MATERIAL PROVIDED:
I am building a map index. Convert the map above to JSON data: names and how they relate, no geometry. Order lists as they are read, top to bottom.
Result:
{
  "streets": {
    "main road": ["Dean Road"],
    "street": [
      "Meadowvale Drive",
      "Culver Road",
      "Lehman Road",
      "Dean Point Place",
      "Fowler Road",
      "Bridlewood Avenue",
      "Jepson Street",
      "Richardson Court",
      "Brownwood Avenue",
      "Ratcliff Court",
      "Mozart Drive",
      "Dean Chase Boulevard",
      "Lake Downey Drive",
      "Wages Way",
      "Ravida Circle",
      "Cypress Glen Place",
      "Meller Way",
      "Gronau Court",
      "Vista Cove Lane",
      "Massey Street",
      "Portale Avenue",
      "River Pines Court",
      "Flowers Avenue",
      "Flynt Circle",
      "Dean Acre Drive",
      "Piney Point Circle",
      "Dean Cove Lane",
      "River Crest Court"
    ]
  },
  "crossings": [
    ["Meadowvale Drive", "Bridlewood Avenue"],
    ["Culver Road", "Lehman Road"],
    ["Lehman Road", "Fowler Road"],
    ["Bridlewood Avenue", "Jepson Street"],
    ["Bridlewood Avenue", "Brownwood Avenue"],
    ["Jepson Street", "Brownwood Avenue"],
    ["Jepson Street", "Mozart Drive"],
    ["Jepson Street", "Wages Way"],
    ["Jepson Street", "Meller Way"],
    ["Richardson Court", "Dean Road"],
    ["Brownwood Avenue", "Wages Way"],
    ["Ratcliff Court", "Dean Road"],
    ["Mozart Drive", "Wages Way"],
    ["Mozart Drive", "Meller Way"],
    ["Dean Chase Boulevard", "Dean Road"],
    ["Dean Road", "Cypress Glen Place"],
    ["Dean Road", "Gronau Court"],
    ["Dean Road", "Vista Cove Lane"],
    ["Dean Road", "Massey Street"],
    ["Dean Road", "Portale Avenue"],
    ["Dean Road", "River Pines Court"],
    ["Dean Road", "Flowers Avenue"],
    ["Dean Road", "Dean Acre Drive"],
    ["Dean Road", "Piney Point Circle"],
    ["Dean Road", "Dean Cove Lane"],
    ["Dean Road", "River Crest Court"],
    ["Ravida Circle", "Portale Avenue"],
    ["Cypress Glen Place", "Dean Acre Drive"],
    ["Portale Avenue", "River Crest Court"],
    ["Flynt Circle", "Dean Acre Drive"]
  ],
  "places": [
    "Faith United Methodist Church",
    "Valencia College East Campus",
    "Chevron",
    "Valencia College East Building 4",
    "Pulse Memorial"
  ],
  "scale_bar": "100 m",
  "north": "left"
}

EXERCISE GOAL: If a line above contains the word "East", list it.

ANSWER TO THE PROBLEM:
    "Valencia College East Campus",
    "Valencia College East Building 4",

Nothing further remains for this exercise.